Content starts

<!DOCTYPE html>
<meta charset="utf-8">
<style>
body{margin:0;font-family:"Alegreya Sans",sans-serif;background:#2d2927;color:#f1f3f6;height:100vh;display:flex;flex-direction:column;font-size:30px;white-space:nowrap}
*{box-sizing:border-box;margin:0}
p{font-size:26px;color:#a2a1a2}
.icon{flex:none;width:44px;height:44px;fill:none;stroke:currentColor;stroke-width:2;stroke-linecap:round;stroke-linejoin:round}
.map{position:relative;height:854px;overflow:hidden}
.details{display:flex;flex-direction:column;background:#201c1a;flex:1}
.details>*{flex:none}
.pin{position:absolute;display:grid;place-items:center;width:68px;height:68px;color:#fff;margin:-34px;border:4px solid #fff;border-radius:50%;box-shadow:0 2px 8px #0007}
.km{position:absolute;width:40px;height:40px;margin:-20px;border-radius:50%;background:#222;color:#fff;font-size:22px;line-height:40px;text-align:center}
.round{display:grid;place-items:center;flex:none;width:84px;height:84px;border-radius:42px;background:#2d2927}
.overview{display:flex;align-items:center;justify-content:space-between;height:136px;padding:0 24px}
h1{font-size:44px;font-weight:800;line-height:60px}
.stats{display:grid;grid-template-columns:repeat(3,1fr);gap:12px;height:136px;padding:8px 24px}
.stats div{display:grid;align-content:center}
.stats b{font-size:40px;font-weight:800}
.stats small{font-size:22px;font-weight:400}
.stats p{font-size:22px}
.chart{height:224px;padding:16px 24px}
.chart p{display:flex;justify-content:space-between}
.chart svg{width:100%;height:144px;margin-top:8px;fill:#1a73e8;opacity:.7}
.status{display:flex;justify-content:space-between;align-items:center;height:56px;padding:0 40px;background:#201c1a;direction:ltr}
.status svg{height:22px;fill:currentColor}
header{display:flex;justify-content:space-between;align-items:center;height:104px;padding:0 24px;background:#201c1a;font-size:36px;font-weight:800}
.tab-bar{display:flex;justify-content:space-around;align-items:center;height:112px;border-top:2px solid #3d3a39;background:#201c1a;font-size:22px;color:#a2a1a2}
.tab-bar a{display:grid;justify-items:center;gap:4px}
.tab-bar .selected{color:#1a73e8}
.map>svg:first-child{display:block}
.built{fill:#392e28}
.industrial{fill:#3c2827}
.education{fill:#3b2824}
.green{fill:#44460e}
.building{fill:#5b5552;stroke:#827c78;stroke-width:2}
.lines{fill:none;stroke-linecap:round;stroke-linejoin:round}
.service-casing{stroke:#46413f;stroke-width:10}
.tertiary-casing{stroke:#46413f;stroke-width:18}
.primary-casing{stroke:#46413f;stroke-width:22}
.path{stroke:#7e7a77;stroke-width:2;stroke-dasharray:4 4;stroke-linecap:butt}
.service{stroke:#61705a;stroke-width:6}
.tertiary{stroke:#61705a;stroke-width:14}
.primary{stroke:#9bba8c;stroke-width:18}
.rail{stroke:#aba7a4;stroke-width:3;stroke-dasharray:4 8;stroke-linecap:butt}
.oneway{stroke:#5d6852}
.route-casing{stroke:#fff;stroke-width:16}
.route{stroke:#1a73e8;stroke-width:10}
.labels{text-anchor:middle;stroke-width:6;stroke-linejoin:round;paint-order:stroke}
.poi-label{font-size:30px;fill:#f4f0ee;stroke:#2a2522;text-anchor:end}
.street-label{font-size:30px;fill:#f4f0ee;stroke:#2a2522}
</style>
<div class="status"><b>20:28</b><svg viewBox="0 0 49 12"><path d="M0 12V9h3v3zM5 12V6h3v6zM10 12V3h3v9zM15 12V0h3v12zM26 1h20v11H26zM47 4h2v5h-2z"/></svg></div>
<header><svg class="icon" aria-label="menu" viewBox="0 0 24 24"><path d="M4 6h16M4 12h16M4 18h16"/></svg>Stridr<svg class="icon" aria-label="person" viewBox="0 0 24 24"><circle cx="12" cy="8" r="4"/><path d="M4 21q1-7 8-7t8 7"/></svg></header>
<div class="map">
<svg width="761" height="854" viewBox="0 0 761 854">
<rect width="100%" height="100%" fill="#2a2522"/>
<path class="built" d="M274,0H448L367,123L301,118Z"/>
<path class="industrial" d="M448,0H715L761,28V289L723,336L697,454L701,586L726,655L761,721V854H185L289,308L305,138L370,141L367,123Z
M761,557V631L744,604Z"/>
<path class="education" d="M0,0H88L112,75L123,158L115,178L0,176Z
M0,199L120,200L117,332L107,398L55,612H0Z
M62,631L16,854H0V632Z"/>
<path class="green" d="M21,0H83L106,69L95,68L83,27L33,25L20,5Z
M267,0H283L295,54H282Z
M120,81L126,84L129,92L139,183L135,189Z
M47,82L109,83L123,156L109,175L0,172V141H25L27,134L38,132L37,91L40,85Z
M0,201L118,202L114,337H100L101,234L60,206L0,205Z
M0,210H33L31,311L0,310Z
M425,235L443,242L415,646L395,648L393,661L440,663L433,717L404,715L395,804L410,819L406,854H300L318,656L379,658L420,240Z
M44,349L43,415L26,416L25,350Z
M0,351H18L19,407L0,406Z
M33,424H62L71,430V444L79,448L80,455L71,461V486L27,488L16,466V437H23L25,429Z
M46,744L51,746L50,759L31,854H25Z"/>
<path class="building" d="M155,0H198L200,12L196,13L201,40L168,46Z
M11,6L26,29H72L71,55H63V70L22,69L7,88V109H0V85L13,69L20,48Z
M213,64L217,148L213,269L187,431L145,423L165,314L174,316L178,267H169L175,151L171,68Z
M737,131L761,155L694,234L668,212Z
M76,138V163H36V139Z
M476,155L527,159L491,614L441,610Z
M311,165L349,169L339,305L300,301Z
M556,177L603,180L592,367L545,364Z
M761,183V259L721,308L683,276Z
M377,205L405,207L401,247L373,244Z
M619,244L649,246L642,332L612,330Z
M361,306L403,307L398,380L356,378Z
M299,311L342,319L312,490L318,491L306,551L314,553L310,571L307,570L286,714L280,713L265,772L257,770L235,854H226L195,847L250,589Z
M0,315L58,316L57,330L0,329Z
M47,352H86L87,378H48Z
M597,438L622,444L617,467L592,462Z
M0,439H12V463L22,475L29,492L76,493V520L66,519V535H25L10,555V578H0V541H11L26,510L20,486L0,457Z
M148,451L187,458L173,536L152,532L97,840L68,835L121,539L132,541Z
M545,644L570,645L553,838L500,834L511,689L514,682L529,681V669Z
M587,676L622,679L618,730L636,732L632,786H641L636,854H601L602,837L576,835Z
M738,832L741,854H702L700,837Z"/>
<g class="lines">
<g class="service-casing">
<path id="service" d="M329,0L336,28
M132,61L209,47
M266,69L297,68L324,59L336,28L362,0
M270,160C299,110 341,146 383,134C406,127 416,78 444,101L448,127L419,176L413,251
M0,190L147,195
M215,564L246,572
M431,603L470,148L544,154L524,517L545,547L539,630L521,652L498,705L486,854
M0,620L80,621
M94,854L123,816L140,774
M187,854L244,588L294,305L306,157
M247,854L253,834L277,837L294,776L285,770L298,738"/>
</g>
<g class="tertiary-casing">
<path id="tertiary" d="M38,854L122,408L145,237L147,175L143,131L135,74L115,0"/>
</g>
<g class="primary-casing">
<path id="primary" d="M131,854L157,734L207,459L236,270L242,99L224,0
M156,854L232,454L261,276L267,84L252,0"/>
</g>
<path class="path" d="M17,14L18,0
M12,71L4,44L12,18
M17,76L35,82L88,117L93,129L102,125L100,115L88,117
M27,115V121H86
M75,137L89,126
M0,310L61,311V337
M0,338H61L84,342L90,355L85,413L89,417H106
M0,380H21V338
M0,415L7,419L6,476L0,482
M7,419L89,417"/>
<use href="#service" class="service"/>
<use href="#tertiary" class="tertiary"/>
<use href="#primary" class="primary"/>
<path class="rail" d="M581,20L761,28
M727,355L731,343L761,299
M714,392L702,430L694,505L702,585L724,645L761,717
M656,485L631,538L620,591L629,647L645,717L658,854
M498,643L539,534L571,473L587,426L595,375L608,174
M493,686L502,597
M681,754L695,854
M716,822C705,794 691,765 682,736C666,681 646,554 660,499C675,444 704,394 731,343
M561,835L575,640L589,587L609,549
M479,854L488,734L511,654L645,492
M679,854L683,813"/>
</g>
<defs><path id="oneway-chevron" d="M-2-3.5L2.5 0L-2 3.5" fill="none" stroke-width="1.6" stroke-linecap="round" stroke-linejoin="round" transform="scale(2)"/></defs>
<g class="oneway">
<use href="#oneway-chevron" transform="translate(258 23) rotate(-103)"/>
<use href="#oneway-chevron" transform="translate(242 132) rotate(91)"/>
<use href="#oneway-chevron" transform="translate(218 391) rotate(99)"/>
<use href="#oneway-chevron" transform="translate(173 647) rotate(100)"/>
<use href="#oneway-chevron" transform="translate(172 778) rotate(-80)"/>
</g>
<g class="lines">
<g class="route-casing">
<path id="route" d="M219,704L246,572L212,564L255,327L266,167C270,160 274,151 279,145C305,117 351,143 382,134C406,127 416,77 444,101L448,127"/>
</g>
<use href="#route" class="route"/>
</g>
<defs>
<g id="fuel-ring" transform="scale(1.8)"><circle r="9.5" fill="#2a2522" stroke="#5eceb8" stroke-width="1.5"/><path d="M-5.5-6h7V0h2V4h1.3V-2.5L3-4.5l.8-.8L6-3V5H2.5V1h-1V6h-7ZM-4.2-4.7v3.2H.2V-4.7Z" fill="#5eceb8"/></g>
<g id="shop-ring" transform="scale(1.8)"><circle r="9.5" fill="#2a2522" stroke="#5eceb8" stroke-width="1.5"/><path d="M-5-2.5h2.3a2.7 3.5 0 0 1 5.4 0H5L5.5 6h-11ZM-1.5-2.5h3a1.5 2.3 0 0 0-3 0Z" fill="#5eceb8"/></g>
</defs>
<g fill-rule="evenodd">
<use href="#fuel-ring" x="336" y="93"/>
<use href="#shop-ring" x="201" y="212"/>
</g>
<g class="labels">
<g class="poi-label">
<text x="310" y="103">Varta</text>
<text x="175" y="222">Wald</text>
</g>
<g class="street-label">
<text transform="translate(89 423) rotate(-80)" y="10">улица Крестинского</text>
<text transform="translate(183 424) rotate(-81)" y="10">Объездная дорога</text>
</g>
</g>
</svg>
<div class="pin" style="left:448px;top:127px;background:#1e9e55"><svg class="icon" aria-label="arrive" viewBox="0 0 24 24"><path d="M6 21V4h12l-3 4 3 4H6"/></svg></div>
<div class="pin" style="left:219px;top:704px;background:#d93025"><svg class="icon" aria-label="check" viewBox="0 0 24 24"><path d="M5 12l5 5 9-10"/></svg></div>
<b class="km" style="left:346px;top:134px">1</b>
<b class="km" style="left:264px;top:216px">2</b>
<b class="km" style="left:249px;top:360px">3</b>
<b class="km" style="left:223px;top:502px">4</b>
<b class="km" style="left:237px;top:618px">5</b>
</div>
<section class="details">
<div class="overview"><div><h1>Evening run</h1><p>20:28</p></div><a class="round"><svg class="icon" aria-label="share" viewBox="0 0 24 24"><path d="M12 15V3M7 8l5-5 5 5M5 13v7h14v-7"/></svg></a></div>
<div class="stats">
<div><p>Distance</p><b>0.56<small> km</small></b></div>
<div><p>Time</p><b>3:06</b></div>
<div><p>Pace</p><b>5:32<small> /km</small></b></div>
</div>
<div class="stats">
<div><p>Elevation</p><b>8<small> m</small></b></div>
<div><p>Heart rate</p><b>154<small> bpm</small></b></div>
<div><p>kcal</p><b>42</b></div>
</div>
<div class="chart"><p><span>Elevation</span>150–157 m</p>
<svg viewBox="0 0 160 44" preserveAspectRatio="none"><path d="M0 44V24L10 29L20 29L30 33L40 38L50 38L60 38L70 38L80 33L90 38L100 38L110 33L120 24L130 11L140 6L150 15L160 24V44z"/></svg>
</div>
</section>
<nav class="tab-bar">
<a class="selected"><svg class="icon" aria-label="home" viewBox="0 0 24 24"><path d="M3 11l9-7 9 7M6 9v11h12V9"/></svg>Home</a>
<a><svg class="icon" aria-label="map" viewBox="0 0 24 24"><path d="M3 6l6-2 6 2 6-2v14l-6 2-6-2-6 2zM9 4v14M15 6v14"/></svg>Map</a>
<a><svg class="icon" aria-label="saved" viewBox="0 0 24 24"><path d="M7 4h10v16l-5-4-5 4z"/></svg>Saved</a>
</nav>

Content ends

## Activity
All that is needed is the exact run of lines above from the line containing "M761,183V259L721,308L683,276Z" through the line containing "M479,854L488,734L511,654L645,492", both of them included.

## Solution for this task
M761,183V259L721,308L683,276Z
M377,205L405,207L401,247L373,244Z
M619,244L649,246L642,332L612,330Z
M361,306L403,307L398,380L356,378Z
M299,311L342,319L312,490L318,491L306,551L314,553L310,571L307,570L286,714L280,713L265,772L257,770L235,854H226L195,847L250,589Z
M0,315L58,316L57,330L0,329Z
M47,352H86L87,378H48Z
M597,438L622,444L617,467L592,462Z
M0,439H12V463L22,475L29,492L76,493V520L66,519V535H25L10,555V578H0V541H11L26,510L20,486L0,457Z
M148,451L187,458L173,536L152,532L97,840L68,835L121,539L132,541Z
M545,644L570,645L553,838L500,834L511,689L514,682L529,681V669Z
M587,676L622,679L618,730L636,732L632,786H641L636,854H601L602,837L576,835Z
M738,832L741,854H702L700,837Z"/>
<g class="lines">
<g class="service-casing">
<path id="service" d="M329,0L336,28
M132,61L209,47
M266,69L297,68L324,59L336,28L362,0
M270,160C299,110 341,146 383,134C406,127 416,78 444,101L448,127L419,176L413,251
M0,190L147,195
M215,564L246,572
M431,603L470,148L544,154L524,517L545,547L539,630L521,652L498,705L486,854
M0,620L80,621
M94,854L123,816L140,774
M187,854L244,588L294,305L306,157
M247,854L253,834L277,837L294,776L285,770L298,738"/>
</g>
<g class="tertiary-casing">
<path id="tertiary" d="M38,854L122,408L145,237L147,175L143,131L135,74L115,0"/>
</g>
<g class="primary-casing">
<path id="primary" d="M131,854L157,734L207,459L236,270L242,99L224,0
M156,854L232,454L261,276L267,84L252,0"/>
</g>
<path class="path" d="M17,14L18,0
M12,71L4,44L12,18
M17,76L35,82L88,117L93,129L102,125L100,115L88,117
M27,115V121H86
M75,137L89,126
M0,310L61,311V337
M0,338H61L84,342L90,355L85,413L89,417H106
M0,380H21V338
M0,415L7,419L6,476L0,482
M7,419L89,417"/>
<use href="#service" class="service"/>
<use href="#tertiary" class="tertiary"/>
<use href="#primary" class="primary"/>
<path class="rail" d="M581,20L761,28
M727,355L731,343L761,299
M714,392L702,430L694,505L702,585L724,645L761,717
M656,485L631,538L620,591L629,647L645,717L658,854
M498,643L539,534L571,473L587,426L595,375L608,174
M493,686L502,597
M681,754L695,854
M716,822C705,794 691,765 682,736C666,681 646,554 660,499C675,444 704,394 731,343
M561,835L575,640L589,587L609,549
M479,854L488,734L511,654L645,492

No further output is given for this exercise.